Saturday, May 4, 2024

The Eight-Year Study

When I do my Twitter round-ups, I almost always re-find posts I saved that are too long for the short format but that I still want to point to. Here's one from Alfie Kohn, who's among my favorite thinkers on education and parenting, from about halfway through April:

Time for my periodic reminder about one of the most important educational research findings of the 20th century: the Eight-Year Study. Back in the 1930s, 30 high schools around the U.S. turned traditional practice on its head, especially for college-bound students. In place of grade-driven, teacher-controlled, fact-based instruction, the learning was interdisciplinary, conceptual, experiential, collaborative, often ungraded, and fashioned jointly by teachers and students.

Hundreds of colleges agreed to set aside their usual admissions requirements so that students from these progressive programs wouldn't be penalized.

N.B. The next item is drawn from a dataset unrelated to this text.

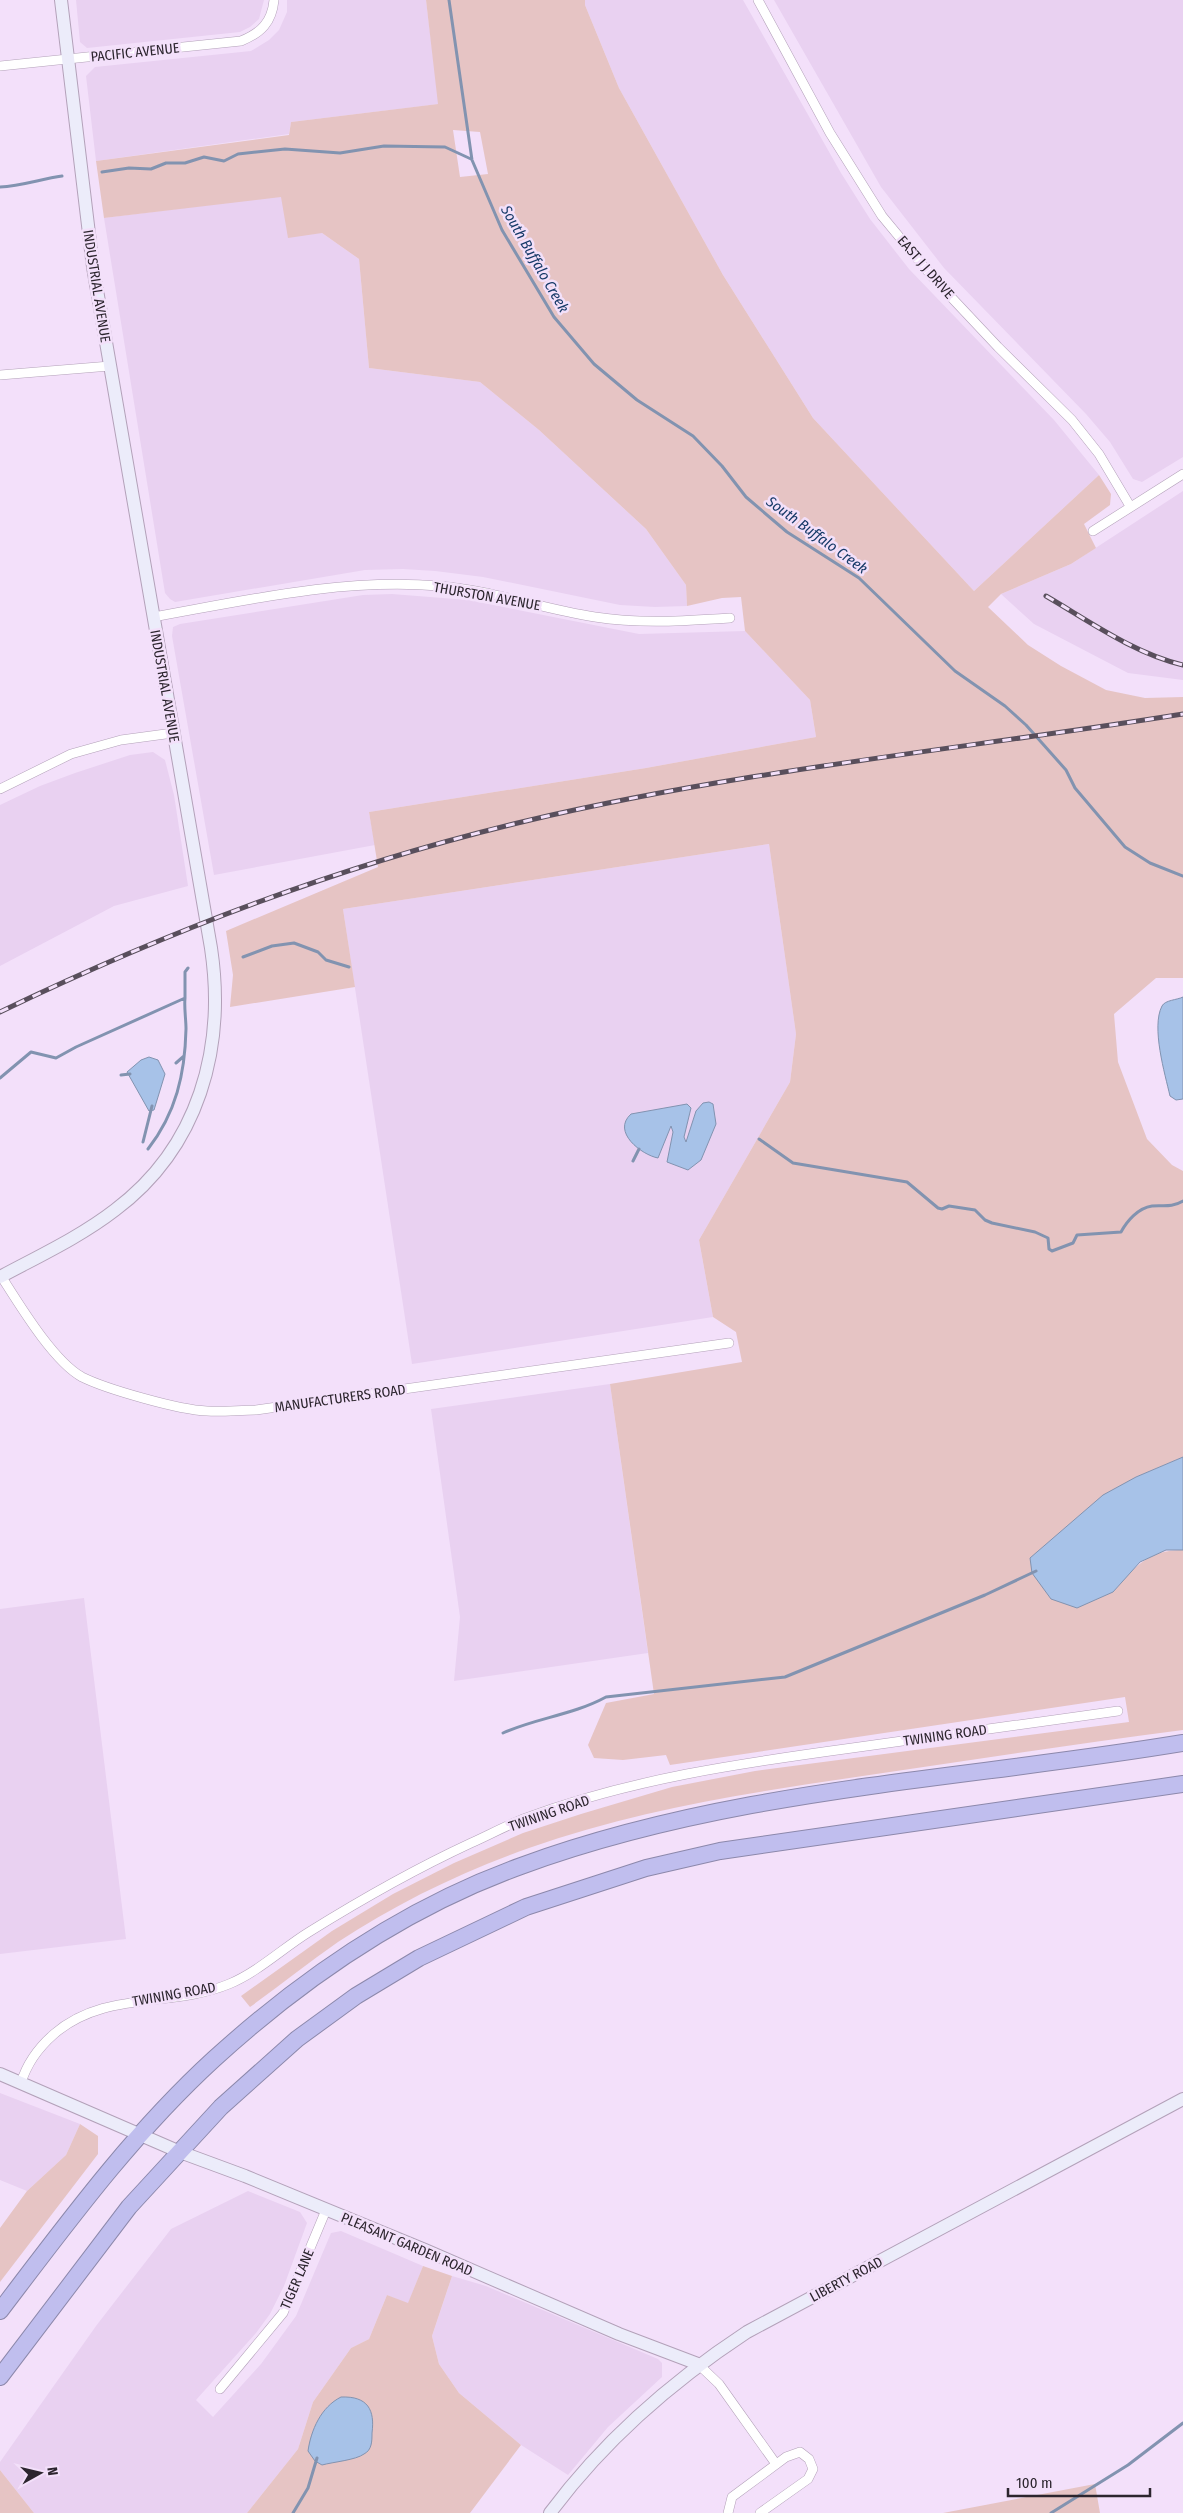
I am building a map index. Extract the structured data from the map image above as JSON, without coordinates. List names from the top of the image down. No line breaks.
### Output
{"streets":{"main road":["INDUSTRIAL AVENUE","PLEASANT GARDEN ROAD","LIBERTY ROAD"],"street":["PACIFIC AVENUE","EAST J J DRIVE","THURSTON AVENUE","MANUFACTURERS ROAD","TWINING ROAD","TIGER LANE"]},"crossings":[["PACIFIC AVENUE","INDUSTRIAL AVENUE"],["INDUSTRIAL AVENUE","THURSTON AVENUE"],["INDUSTRIAL AVENUE","MANUFACTURERS ROAD"],["TWINING ROAD","PLEASANT GARDEN ROAD"],["PLEASANT GARDEN ROAD","TIGER LANE"],["PLEASANT GARDEN ROAD","LIBERTY ROAD"]],"water":["South Buffalo Creek"],"scale_bar":"100 m","north":"right"}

Over several years, more than 1,500 students were then compared to carefully matched students from conventional schools.

The result: experimental students did just as well at college, and often better, on all counts — grades, extracurricular participation, and lower drop-out rates, as well as on measures such as intellectual curiosity and resourcefulness.

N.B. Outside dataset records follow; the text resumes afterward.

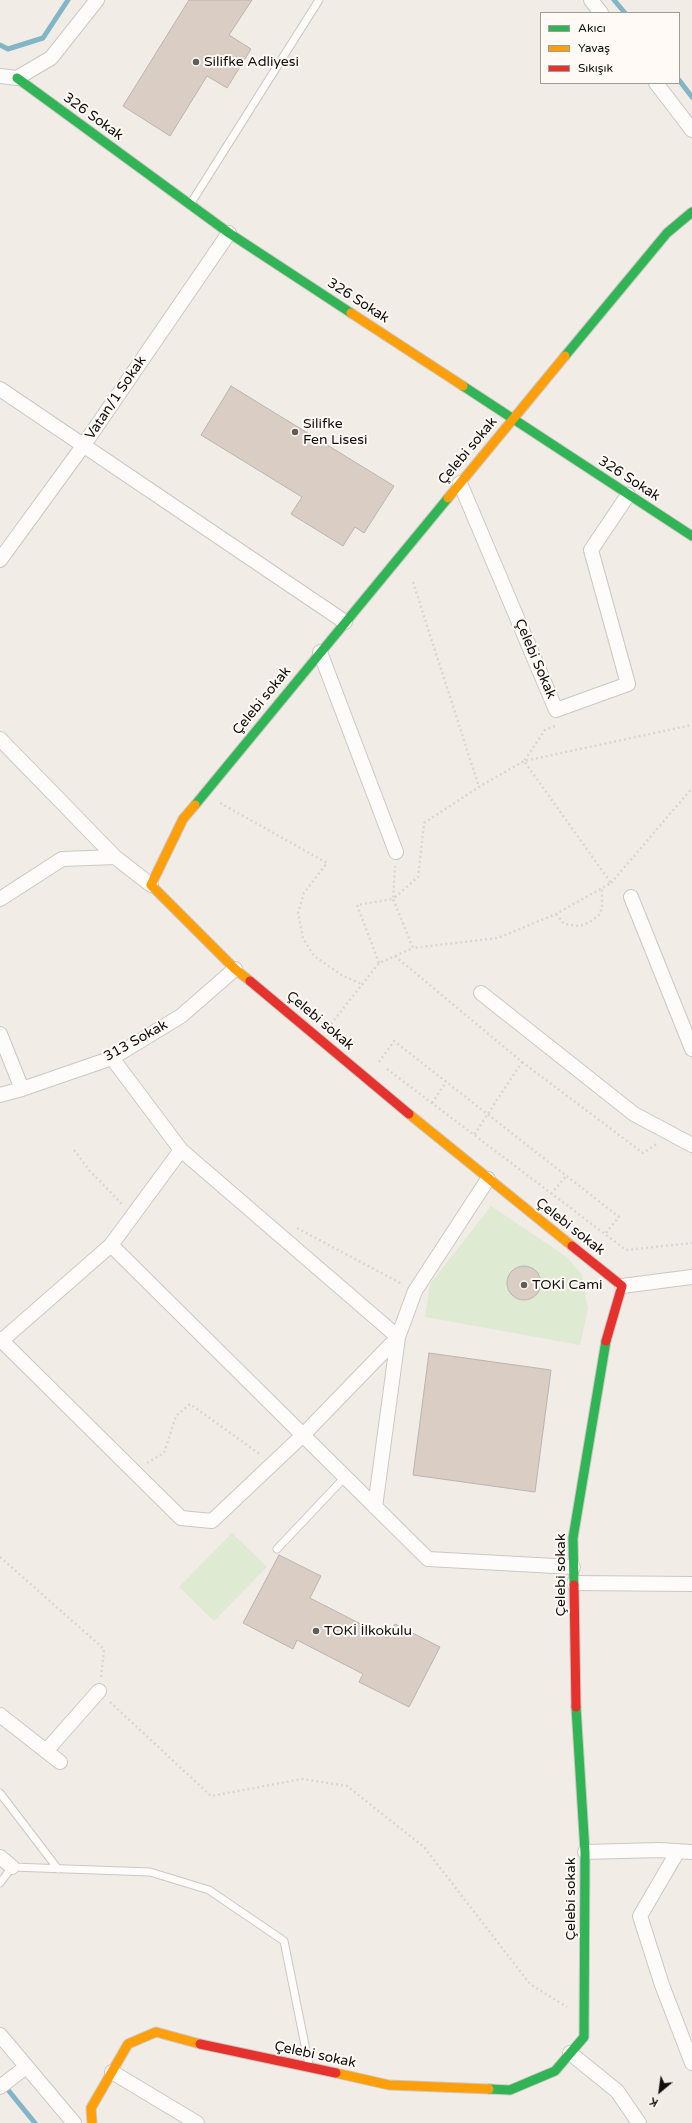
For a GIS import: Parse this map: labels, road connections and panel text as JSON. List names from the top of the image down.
{
  "streets": {
    "street": [
      "326 Sokak",
      "Vatan/1 Sokak",
      "Çelebi sokak",
      "Çelebi Sokak",
      "313 Sokak"
    ]
  },
  "crossings": [
    ["326 Sokak", "Vatan/1 Sokak"],
    ["326 Sokak", "Çelebi sokak"],
    ["326 Sokak", "Çelebi Sokak"],
    ["Çelebi sokak", "Çelebi Sokak"],
    ["Çelebi sokak", "313 Sokak"]
  ],
  "places": [
    "Silifke Adliyesi",
    "Silifke Fen Lisesi",
    "TOKİ Cami",
    "TOKİ İlkokulu"
  ],
  "legend": ["Akıcı", "Yavaş", "Sıkışık"],
  "north": "bottom left"
}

And here's the kicker: "The further a school departed from the traditional college preparation program, the better was the record of its graduates."

Many factors can explain why these remarkable findings were largely ignored and why high schools are still so traditional today. But now we know that it's not because students need, or even benefit from, those conventional practices in order to succeed in college.

Kohn provides a link to the the first volume of the 5-volume series, and a three-page summary that was done in 1971.

The study started in 1932 and ended in 1940, so it's pretty obvious why people may have been distracted when it was published in 1942. Fights over rigid curriculum, as we are currently undergoing once again here in Minnesota, remind me how far afield education can wander from what actually matters.